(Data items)
• • • •

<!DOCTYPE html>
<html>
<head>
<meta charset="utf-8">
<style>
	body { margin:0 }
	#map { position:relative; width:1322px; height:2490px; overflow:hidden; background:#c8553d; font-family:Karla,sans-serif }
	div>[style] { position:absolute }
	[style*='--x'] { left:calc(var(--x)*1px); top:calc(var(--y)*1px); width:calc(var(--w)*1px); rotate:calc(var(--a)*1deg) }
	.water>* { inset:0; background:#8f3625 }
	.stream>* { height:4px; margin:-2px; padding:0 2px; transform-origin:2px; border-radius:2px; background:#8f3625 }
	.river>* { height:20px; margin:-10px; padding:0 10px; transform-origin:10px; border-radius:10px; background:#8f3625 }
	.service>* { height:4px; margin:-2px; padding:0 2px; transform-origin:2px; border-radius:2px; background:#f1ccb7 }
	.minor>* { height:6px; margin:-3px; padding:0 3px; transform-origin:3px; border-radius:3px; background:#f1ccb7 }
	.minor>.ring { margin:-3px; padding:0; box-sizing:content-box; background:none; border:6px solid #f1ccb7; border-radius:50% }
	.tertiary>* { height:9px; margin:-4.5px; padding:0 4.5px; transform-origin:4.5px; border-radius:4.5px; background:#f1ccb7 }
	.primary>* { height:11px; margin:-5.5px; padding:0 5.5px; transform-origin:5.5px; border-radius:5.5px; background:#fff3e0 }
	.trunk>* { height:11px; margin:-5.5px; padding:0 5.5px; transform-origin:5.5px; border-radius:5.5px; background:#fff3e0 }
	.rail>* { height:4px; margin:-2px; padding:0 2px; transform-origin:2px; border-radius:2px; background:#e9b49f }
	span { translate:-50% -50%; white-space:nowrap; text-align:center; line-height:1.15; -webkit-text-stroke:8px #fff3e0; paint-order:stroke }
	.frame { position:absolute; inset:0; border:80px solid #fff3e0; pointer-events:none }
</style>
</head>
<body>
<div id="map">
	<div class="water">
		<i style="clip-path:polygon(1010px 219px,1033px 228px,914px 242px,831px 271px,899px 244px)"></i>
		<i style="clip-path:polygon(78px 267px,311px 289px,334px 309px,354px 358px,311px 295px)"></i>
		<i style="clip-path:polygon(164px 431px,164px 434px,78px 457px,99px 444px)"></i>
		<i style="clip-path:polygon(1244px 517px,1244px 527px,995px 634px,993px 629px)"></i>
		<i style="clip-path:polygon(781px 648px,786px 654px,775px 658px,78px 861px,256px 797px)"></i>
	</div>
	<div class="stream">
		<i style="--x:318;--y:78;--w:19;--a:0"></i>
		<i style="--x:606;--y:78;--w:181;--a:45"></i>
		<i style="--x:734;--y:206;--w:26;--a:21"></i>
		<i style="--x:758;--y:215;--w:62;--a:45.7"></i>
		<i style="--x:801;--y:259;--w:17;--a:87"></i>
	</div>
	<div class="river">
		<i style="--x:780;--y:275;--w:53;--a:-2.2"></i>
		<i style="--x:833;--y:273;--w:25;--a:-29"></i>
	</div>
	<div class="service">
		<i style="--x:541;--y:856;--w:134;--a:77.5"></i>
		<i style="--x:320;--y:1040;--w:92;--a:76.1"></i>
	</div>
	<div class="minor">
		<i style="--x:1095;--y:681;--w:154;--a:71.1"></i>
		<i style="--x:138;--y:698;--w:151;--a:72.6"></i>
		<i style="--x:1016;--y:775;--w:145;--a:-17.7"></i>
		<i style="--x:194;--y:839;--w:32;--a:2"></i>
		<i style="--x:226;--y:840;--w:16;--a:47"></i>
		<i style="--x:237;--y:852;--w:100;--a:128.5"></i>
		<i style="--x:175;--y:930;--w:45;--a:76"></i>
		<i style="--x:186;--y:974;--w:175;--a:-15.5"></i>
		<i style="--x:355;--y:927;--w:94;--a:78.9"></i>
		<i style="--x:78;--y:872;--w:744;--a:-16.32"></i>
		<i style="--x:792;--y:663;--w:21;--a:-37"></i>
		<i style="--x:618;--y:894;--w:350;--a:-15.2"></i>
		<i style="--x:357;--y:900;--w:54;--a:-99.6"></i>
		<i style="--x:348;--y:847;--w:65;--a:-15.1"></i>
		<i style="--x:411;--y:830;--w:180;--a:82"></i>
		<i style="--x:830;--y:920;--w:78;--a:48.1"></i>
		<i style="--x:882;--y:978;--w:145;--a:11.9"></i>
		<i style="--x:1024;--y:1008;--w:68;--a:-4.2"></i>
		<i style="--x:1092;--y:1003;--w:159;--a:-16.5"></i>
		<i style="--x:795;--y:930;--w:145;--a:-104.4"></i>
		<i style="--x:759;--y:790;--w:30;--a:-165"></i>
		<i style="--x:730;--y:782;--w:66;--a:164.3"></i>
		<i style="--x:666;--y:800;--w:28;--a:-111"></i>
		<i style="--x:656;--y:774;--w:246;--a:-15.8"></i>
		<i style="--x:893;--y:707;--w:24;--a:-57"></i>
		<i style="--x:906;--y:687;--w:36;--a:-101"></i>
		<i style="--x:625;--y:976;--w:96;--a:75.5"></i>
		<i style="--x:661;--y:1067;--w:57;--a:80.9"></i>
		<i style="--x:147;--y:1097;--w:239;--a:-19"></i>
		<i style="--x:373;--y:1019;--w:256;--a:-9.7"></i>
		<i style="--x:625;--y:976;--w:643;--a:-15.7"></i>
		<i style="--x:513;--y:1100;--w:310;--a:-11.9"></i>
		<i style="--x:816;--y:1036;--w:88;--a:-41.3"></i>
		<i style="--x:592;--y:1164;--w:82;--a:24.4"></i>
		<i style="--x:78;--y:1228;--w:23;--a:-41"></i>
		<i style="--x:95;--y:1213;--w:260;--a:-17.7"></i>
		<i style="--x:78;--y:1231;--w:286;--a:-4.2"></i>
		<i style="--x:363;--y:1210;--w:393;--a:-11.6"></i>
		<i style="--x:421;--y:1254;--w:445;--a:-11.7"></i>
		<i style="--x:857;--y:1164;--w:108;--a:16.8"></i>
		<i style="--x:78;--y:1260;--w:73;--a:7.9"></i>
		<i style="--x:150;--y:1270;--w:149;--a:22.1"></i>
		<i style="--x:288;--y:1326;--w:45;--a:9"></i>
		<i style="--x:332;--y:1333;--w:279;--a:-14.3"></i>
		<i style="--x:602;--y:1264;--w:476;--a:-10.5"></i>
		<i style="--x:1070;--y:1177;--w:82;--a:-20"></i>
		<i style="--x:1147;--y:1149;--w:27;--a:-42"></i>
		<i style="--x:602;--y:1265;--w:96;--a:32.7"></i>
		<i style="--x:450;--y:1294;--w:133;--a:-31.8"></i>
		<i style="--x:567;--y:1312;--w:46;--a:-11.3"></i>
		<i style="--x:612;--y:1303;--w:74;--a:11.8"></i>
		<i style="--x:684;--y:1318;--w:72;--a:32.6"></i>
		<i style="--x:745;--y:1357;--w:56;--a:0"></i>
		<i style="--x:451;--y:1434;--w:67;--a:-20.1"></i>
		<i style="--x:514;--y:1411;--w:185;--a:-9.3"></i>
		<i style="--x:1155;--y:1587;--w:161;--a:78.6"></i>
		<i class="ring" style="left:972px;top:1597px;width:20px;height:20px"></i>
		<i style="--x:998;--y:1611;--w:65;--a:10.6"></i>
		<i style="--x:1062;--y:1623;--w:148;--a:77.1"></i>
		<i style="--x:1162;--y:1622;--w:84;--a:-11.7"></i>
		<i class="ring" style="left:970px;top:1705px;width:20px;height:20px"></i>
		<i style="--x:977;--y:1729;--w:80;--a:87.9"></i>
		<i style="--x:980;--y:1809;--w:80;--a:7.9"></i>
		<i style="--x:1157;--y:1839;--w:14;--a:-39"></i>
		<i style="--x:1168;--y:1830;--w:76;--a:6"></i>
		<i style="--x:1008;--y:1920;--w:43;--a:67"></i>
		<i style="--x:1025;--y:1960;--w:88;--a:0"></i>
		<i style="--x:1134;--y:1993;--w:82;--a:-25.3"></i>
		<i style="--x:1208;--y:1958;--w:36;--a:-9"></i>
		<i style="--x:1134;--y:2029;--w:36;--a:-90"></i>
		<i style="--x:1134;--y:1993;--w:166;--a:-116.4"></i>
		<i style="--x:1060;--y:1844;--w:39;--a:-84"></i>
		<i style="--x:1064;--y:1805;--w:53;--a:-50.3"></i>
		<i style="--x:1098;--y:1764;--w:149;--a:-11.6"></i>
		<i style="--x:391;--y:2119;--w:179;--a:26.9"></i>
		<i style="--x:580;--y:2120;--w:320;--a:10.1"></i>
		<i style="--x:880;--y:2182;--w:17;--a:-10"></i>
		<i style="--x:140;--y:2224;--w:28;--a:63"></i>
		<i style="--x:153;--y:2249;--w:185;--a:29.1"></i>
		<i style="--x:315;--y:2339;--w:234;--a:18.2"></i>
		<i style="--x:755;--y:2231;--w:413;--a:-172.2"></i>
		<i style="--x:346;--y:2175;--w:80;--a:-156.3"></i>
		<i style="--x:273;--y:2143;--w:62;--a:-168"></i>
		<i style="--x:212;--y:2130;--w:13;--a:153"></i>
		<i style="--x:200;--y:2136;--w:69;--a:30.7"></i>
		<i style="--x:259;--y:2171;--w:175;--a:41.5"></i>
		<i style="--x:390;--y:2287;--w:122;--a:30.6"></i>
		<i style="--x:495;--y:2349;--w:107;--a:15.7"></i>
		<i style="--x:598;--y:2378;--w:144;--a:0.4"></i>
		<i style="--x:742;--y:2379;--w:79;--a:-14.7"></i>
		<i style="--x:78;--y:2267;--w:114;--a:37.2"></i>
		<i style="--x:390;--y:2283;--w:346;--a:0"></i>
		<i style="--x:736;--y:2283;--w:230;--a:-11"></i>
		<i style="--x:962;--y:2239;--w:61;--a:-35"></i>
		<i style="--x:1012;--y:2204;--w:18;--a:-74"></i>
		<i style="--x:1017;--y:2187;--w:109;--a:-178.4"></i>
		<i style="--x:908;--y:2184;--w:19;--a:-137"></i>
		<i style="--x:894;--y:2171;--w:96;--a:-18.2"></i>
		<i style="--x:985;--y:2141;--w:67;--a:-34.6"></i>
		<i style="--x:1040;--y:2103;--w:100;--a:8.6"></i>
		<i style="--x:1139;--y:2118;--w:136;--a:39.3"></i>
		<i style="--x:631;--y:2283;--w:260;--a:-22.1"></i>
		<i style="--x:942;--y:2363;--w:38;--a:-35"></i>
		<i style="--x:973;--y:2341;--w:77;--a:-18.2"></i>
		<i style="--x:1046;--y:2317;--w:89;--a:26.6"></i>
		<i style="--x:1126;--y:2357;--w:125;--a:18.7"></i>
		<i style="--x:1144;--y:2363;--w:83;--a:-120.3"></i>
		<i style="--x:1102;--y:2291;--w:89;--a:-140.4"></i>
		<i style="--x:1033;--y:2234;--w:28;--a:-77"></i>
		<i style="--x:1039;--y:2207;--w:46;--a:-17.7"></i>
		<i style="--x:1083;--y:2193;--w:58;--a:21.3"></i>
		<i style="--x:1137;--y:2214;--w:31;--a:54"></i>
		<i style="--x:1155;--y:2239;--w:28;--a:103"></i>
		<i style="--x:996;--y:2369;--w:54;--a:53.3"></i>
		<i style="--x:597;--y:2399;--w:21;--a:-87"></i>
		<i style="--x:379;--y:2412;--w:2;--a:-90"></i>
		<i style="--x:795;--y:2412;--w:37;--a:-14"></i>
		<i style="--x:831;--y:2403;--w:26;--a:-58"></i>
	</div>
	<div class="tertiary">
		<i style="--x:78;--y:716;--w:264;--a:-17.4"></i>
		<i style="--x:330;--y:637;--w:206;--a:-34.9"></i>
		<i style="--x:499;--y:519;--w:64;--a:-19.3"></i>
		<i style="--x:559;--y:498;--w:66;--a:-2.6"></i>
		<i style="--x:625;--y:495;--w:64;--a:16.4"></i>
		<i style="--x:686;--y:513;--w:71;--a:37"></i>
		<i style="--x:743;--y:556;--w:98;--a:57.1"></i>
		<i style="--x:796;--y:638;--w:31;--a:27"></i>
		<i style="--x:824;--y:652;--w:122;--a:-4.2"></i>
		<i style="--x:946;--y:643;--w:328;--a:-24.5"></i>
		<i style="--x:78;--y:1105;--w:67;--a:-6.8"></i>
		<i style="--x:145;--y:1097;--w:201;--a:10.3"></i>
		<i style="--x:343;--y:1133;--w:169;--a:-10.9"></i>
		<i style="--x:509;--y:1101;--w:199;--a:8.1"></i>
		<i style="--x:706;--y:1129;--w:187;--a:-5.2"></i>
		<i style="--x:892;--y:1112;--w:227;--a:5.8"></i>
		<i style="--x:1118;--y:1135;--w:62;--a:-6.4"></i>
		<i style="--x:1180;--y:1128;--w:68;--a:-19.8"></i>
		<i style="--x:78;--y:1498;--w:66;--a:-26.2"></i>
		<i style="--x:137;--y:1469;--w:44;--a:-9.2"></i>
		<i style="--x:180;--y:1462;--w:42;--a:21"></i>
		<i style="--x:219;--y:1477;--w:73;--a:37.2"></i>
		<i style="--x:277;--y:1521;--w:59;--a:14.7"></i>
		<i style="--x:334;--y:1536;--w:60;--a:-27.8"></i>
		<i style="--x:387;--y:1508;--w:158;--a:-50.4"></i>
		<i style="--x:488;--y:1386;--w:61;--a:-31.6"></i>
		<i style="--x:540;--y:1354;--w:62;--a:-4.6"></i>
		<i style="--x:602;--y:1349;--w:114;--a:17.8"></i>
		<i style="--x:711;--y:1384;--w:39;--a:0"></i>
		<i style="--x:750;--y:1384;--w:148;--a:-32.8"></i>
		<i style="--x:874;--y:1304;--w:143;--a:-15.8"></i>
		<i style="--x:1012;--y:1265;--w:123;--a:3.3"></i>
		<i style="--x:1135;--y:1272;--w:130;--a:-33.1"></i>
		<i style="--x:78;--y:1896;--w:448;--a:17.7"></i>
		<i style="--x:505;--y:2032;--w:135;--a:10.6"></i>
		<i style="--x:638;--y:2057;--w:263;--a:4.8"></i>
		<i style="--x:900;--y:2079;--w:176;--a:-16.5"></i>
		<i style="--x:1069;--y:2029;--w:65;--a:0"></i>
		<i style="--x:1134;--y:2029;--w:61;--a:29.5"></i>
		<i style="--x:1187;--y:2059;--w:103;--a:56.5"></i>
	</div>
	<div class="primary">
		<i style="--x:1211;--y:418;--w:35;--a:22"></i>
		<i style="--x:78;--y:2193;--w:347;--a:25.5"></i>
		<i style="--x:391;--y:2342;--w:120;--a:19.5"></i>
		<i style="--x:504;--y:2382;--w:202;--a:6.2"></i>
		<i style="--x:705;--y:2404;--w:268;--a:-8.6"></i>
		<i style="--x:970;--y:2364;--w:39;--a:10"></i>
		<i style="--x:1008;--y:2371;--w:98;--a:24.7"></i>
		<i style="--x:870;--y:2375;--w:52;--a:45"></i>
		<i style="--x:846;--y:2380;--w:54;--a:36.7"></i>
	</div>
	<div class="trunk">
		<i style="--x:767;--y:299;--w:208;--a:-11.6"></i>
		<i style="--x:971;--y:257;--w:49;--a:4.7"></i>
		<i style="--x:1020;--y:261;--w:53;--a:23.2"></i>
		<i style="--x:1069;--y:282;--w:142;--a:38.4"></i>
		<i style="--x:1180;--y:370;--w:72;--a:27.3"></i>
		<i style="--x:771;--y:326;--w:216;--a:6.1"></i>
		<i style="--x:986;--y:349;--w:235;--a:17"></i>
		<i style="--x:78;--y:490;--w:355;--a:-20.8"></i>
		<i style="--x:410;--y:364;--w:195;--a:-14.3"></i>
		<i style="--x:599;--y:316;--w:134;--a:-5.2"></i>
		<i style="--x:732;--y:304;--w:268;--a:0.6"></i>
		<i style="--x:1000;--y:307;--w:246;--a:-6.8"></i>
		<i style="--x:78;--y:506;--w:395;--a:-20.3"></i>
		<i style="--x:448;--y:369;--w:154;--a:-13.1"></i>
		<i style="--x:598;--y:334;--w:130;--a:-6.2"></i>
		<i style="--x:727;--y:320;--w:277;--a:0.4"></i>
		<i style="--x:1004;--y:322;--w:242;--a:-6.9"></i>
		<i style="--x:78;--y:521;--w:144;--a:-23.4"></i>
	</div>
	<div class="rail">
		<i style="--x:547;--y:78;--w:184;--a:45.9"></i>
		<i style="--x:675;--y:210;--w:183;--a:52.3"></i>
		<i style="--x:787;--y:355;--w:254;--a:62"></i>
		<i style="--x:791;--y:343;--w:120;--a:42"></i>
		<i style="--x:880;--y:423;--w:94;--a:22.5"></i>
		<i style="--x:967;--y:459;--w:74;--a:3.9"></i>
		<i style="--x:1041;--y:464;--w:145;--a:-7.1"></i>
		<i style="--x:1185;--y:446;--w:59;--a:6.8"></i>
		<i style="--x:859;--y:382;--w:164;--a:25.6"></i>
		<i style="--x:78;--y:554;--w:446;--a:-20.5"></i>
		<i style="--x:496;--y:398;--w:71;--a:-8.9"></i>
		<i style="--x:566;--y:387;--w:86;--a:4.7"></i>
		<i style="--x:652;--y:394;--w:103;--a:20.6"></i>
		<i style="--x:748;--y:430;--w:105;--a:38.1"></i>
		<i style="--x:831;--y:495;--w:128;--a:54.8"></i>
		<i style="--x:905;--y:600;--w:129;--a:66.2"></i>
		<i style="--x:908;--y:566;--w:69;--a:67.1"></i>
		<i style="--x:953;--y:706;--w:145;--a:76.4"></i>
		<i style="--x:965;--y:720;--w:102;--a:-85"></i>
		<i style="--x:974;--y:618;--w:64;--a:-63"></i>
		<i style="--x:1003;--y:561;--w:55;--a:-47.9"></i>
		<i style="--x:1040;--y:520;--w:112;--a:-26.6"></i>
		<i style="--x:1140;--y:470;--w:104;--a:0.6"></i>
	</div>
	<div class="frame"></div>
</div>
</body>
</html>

• • • •

EXERCISE BRIEF - Search the records for the string "stream" and return every line in which it occurs.

SOLUTION TO THIS PROBLEM -
	.stream>* { height:4px; margin:-2px; padding:0 2px; transform-origin:2px; border-radius:2px; background:#8f3625 }
	<div class="stream">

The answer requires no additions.